EXERCISE PROMPT: From the line with "M1399 396C1465 399" through the line with "M222 627 230", inclusive, return each line of the data below exactly and leave the rest out.

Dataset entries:
================
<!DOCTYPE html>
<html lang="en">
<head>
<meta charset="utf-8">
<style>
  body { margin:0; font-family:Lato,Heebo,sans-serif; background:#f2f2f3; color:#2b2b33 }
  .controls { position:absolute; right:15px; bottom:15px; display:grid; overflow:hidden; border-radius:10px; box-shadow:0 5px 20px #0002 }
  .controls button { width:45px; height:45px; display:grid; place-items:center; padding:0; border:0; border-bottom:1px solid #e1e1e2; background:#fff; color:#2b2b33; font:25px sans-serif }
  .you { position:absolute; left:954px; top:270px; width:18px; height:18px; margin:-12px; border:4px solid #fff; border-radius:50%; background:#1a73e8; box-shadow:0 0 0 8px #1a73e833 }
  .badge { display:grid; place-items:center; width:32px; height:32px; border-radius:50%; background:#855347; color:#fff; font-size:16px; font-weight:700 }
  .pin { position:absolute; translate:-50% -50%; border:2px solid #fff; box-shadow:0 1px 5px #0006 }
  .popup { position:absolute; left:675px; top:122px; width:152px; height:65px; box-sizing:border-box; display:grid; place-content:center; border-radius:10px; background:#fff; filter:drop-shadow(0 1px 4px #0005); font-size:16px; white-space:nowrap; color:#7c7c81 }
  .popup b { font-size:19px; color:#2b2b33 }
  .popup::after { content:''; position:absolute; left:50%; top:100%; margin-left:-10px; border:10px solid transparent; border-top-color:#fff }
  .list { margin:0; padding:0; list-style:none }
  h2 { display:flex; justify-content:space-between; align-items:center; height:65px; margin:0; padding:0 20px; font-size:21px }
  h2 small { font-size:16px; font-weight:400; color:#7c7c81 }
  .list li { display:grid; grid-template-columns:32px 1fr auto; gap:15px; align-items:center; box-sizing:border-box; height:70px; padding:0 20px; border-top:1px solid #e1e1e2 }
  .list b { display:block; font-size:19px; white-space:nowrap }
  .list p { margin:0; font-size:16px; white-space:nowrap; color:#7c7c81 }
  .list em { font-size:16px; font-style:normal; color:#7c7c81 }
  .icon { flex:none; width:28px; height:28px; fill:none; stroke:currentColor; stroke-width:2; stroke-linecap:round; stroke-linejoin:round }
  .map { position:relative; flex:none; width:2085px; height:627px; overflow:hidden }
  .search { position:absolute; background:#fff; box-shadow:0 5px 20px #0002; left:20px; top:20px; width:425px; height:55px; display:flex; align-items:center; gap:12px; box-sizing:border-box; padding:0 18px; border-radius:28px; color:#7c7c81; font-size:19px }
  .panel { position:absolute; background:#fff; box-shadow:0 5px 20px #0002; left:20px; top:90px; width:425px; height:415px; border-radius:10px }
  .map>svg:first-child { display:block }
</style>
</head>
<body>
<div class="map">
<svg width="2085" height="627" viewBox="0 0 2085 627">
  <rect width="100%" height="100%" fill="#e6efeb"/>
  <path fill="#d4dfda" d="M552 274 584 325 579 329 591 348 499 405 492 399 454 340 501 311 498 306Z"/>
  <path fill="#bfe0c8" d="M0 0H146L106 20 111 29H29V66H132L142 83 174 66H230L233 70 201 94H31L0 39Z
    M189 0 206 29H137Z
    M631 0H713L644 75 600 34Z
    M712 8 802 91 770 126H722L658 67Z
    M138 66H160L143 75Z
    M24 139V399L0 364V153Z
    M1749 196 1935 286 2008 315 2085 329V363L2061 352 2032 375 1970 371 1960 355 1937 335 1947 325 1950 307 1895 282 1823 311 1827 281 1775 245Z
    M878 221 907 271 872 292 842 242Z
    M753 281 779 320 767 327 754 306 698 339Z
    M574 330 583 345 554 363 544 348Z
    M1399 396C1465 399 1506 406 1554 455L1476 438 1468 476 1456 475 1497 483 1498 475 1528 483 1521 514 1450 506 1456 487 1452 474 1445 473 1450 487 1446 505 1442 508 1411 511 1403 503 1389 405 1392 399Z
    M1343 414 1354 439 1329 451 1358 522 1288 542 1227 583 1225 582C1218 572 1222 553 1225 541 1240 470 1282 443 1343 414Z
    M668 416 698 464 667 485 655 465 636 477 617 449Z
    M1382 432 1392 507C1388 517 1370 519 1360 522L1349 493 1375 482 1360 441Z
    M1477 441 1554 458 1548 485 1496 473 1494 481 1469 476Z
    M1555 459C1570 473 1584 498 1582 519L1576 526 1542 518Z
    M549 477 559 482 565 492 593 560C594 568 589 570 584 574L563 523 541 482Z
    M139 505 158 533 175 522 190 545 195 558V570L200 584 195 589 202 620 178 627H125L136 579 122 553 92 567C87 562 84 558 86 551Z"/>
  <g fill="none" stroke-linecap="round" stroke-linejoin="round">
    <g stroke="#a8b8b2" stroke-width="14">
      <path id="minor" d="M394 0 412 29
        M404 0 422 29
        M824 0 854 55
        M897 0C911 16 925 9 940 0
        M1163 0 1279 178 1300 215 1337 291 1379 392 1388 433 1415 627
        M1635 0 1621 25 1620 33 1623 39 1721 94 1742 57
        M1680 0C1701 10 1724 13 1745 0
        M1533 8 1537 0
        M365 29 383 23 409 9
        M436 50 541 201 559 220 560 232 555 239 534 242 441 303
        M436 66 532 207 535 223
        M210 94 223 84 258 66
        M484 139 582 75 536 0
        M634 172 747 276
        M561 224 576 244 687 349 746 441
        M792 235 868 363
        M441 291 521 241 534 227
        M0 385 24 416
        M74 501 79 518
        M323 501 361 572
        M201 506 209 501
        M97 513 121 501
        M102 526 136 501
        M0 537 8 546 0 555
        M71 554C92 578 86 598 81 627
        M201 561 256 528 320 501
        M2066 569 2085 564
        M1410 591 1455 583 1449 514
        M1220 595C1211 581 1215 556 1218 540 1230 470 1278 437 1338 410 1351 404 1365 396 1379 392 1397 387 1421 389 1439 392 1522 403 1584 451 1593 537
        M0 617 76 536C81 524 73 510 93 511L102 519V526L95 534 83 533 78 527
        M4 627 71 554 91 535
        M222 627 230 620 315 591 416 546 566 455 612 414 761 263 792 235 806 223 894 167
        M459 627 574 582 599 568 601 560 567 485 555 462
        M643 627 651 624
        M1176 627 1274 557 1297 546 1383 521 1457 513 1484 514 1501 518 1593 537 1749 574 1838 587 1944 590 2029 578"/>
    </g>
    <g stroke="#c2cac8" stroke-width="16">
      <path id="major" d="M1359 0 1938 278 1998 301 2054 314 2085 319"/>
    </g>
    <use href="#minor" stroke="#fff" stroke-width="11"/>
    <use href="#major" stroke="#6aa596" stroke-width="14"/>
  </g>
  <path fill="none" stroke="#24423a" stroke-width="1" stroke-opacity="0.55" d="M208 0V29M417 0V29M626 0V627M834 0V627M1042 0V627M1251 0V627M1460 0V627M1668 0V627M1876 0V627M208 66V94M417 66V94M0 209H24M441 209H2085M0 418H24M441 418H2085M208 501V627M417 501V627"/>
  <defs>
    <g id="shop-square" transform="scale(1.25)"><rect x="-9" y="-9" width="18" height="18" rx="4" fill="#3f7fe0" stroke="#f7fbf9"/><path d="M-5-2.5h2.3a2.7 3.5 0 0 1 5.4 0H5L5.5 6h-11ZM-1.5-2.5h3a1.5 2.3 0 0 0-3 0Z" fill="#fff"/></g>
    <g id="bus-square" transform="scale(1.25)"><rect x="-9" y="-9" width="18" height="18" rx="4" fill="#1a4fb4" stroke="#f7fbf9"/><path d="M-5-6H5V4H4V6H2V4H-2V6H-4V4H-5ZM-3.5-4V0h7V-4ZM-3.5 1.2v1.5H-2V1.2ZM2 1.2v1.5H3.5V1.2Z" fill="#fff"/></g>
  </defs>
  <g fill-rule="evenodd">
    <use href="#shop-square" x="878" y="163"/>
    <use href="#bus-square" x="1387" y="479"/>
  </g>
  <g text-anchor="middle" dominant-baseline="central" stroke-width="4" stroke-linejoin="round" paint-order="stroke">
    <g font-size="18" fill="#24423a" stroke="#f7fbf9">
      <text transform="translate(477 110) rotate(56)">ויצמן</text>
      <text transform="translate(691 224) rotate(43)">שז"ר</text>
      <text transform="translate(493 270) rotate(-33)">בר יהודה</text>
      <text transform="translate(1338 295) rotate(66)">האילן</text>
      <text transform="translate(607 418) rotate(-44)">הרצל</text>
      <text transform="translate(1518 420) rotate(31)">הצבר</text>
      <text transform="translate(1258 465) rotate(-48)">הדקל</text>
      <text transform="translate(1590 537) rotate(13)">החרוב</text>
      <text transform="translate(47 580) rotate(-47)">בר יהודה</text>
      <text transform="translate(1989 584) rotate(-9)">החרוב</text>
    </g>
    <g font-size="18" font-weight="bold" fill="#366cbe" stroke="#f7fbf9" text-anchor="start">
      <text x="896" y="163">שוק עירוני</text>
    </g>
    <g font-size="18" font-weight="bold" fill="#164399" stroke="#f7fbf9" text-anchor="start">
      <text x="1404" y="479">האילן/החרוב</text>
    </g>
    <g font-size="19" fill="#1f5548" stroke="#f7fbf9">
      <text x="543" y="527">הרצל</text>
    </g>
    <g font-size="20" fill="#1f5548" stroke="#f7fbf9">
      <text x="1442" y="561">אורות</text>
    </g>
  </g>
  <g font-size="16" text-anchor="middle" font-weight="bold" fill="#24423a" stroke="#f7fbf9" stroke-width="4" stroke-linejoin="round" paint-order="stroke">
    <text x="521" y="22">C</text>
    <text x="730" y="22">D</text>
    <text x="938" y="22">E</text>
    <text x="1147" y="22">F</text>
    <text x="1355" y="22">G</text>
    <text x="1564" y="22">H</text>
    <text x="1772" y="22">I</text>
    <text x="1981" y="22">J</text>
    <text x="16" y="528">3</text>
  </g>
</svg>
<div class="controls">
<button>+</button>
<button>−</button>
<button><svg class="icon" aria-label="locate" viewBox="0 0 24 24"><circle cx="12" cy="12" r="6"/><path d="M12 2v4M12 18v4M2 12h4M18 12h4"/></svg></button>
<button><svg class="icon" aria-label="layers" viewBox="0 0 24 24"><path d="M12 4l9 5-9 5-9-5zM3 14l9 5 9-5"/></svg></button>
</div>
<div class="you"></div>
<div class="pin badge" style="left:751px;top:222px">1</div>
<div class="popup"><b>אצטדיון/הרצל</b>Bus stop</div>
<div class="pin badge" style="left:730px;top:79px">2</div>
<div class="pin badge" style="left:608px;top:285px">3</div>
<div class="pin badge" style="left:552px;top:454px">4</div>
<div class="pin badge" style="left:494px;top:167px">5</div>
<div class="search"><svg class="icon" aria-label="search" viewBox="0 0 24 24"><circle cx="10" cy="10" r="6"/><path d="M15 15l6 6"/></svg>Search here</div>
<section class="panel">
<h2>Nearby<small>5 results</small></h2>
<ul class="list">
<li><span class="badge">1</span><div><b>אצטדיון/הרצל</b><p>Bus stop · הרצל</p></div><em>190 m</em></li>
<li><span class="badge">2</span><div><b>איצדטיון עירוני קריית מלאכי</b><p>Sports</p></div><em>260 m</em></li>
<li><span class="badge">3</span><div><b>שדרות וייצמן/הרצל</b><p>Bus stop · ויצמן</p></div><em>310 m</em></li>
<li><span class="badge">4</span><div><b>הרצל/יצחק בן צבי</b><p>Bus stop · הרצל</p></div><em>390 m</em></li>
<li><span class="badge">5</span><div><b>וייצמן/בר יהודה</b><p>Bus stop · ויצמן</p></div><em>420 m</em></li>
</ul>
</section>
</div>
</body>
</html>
================
RESPONSE TO THIS EXERCISE:
    M1399 396C1465 399 1506 406 1554 455L1476 438 1468 476 1456 475 1497 483 1498 475 1528 483 1521 514 1450 506 1456 487 1452 474 1445 473 1450 487 1446 505 1442 508 1411 511 1403 503 1389 405 1392 399Z
    M1343 414 1354 439 1329 451 1358 522 1288 542 1227 583 1225 582C1218 572 1222 553 1225 541 1240 470 1282 443 1343 414Z
    M668 416 698 464 667 485 655 465 636 477 617 449Z
    M1382 432 1392 507C1388 517 1370 519 1360 522L1349 493 1375 482 1360 441Z
    M1477 441 1554 458 1548 485 1496 473 1494 481 1469 476Z
    M1555 459C1570 473 1584 498 1582 519L1576 526 1542 518Z
    M549 477 559 482 565 492 593 560C594 568 589 570 584 574L563 523 541 482Z
    M139 505 158 533 175 522 190 545 195 558V570L200 584 195 589 202 620 178 627H125L136 579 122 553 92 567C87 562 84 558 86 551Z"/>
  <g fill="none" stroke-linecap="round" stroke-linejoin="round">
    <g stroke="#a8b8b2" stroke-width="14">
      <path id="minor" d="M394 0 412 29
        M404 0 422 29
        M824 0 854 55
        M897 0C911 16 925 9 940 0
        M1163 0 1279 178 1300 215 1337 291 1379 392 1388 433 1415 627
        M1635 0 1621 25 1620 33 1623 39 1721 94 1742 57
        M1680 0C1701 10 1724 13 1745 0
        M1533 8 1537 0
        M365 29 383 23 409 9
        M436 50 541 201 559 220 560 232 555 239 534 242 441 303
        M436 66 532 207 535 223
        M210 94 223 84 258 66
        M484 139 582 75 536 0
        M634 172 747 276
        M561 224 576 244 687 349 746 441
        M792 235 868 363
        M441 291 521 241 534 227
        M0 385 24 416
        M74 501 79 518
        M323 501 361 572
        M201 506 209 501
        M97 513 121 501
        M102 526 136 501
        M0 537 8 546 0 555
        M71 554C92 578 86 598 81 627
        M201 561 256 528 320 501
        M2066 569 2085 564
        M1410 591 1455 583 1449 514
        M1220 595C1211 581 1215 556 1218 540 1230 470 1278 437 1338 410 1351 404 1365 396 1379 392 1397 387 1421 389 1439 392 1522 403 1584 451 1593 537
        M0 617 76 536C81 524 73 510 93 511L102 519V526L95 534 83 533 78 527
        M4 627 71 554 91 535
        M222 627 230 620 315 591 416 546 566 455 612 414 761 263 792 235 806 223 894 167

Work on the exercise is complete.